_TASK TO COMPLETE_.
Take the entries below and print, exactly, the stretch from the line containing "g.textAlign = isNaN(turn) ? turn : align;" through the line containing "M403 1501 407 1512 486 1463 524 1451", both included.

_RECORDS FOR PROCESSING_.
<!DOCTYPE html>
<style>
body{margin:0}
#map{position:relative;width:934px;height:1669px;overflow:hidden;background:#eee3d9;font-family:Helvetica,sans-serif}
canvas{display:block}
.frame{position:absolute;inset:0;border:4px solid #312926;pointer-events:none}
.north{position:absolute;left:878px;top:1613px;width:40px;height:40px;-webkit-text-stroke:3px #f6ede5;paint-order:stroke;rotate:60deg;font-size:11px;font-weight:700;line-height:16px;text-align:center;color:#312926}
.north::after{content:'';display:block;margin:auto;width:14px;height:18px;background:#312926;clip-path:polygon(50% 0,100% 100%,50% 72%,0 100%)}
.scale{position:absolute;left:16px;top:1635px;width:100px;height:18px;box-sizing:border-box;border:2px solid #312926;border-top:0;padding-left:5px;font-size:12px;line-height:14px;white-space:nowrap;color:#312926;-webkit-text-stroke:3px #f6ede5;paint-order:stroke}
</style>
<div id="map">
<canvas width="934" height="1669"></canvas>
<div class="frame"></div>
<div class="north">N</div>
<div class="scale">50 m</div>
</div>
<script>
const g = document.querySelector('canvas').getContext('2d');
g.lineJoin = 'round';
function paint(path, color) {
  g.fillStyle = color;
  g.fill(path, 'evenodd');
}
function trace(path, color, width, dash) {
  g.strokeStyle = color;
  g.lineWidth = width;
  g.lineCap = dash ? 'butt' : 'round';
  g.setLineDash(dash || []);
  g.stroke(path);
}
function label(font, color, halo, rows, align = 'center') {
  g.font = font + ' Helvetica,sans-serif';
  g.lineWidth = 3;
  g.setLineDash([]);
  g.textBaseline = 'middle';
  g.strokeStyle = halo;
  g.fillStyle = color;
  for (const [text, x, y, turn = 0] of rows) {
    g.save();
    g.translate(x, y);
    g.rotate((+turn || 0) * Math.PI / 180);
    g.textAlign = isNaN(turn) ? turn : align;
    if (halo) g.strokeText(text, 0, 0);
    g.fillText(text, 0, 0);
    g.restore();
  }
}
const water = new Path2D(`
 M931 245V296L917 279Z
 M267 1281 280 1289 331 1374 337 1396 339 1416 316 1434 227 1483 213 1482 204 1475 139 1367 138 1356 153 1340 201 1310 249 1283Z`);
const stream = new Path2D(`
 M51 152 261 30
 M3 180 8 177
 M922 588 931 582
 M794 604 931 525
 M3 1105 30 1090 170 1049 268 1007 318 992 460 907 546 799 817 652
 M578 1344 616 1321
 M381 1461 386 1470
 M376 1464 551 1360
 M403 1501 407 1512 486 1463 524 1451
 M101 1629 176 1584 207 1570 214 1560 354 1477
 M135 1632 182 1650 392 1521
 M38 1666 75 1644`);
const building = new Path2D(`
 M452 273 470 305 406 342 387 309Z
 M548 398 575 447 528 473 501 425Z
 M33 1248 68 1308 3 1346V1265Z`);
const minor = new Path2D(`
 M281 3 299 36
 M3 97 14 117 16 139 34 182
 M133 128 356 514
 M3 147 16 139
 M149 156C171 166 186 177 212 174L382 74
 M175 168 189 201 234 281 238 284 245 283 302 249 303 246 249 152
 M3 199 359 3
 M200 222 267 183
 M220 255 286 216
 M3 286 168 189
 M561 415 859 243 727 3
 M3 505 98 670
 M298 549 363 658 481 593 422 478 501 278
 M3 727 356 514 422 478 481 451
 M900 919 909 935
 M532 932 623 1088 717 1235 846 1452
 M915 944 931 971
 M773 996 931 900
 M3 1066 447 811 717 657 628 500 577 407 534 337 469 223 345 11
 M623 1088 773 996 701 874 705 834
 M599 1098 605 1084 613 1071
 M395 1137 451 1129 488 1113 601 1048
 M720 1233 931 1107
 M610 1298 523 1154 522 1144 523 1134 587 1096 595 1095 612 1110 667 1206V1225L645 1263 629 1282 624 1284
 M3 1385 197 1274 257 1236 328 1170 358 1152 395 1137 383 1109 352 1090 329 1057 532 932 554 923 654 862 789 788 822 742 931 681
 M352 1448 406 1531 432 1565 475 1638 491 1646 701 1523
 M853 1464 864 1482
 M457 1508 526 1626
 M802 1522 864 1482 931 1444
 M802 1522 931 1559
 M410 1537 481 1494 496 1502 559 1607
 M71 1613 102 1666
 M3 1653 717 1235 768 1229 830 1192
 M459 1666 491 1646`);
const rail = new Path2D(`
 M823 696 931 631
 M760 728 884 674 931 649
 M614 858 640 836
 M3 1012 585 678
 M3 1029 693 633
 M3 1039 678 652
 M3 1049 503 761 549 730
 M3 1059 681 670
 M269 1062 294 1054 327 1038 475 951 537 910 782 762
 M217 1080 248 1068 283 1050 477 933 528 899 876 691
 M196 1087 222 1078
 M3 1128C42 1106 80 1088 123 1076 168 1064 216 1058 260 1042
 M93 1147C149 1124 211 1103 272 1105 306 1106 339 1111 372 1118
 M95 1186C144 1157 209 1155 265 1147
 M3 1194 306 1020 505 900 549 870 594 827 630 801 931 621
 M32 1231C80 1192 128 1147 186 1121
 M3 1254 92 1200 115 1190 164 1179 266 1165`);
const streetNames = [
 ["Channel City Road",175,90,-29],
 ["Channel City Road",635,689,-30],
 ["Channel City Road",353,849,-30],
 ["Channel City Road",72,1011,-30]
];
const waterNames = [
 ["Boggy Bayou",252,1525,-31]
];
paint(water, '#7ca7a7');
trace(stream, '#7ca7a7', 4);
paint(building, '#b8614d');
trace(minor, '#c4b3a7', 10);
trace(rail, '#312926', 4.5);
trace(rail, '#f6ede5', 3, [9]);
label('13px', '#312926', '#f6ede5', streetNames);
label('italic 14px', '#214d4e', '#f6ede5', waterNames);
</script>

---

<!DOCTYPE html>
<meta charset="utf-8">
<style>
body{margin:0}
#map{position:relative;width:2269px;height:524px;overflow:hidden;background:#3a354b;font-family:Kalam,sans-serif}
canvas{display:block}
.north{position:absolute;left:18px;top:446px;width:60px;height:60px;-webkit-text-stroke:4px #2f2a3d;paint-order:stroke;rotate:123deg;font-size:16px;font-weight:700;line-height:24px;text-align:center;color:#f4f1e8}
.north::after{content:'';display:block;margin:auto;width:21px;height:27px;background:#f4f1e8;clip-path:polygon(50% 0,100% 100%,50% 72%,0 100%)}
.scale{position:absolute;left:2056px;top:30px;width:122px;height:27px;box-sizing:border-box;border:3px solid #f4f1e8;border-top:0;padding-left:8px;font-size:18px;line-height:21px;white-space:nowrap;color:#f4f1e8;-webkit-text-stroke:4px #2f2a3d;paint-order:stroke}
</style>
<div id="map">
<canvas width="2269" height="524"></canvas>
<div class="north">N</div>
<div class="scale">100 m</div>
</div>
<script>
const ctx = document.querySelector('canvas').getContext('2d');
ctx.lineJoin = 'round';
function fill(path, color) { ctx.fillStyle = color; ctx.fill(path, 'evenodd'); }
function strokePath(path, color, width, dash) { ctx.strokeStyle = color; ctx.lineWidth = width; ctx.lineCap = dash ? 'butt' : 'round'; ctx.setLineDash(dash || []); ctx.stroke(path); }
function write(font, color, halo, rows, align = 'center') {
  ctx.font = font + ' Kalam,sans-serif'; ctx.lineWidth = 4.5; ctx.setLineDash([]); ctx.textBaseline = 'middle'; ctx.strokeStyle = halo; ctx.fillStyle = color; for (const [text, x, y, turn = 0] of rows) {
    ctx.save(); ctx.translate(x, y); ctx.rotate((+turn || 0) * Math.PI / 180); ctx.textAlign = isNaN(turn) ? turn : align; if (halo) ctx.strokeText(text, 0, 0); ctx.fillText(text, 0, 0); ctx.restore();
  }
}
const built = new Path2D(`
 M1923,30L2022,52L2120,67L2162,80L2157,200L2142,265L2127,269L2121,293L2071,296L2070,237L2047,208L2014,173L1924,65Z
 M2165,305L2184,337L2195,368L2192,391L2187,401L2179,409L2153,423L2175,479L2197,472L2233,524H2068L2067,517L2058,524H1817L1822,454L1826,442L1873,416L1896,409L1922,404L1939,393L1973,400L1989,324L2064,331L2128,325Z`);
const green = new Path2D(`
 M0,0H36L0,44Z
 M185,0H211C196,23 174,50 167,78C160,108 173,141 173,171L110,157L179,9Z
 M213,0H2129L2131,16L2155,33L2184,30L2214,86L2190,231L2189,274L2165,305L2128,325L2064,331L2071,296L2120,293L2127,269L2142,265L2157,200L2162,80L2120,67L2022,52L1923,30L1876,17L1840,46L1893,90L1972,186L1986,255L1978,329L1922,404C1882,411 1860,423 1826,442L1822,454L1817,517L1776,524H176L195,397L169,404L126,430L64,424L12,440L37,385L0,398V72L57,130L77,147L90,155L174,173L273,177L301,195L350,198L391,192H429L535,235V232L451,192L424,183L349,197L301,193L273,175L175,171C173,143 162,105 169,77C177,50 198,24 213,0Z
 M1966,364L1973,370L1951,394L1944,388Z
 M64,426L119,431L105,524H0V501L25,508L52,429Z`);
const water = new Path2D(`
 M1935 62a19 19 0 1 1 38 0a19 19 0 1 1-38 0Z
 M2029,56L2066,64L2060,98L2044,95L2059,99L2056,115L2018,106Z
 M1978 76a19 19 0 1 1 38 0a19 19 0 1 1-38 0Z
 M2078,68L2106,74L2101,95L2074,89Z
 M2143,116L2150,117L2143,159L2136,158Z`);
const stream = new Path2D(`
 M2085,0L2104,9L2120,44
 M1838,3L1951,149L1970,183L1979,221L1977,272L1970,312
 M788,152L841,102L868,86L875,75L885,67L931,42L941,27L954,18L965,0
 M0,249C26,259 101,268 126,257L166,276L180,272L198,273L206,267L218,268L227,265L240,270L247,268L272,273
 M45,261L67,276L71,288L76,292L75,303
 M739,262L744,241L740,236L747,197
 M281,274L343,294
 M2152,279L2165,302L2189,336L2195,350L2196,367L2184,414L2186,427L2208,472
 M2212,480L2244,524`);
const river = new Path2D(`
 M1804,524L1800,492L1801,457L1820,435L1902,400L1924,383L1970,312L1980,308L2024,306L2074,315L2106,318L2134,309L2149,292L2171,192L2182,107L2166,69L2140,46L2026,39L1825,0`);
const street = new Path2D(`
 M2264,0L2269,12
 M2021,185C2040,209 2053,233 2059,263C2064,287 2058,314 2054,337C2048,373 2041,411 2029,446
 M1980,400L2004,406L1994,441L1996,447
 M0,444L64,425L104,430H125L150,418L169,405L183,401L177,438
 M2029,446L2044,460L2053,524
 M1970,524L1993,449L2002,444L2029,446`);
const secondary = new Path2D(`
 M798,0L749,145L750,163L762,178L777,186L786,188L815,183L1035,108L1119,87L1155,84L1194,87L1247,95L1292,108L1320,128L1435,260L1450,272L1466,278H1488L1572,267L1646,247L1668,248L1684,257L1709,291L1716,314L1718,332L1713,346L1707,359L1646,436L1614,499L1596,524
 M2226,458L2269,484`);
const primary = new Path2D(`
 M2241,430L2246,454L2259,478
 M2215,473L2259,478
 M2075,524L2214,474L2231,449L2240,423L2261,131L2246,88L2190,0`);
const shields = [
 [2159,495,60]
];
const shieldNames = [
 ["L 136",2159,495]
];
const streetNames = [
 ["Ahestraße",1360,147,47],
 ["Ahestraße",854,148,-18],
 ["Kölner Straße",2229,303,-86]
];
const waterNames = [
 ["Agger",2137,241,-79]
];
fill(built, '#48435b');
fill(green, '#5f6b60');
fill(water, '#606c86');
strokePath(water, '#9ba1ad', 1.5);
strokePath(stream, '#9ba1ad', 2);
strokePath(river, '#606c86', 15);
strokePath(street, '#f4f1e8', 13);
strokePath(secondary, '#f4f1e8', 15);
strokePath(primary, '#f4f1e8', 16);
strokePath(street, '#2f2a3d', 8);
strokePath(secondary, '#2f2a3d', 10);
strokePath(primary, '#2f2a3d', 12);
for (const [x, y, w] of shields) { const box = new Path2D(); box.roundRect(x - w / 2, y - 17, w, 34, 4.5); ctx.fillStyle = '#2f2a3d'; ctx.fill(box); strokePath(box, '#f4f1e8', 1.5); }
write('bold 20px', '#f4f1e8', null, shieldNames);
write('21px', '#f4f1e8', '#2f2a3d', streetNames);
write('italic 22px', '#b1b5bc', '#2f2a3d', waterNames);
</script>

_RESULT_.
    g.textAlign = isNaN(turn) ? turn : align;
    if (halo) g.strokeText(text, 0, 0);
    g.fillText(text, 0, 0);
    g.restore();
  }
}
const water = new Path2D(`
 M931 245V296L917 279Z
 M267 1281 280 1289 331 1374 337 1396 339 1416 316 1434 227 1483 213 1482 204 1475 139 1367 138 1356 153 1340 201 1310 249 1283Z`);
const stream = new Path2D(`
 M51 152 261 30
 M3 180 8 177
 M922 588 931 582
 M794 604 931 525
 M3 1105 30 1090 170 1049 268 1007 318 992 460 907 546 799 817 652
 M578 1344 616 1321
 M381 1461 386 1470
 M376 1464 551 1360
 M403 1501 407 1512 486 1463 524 1451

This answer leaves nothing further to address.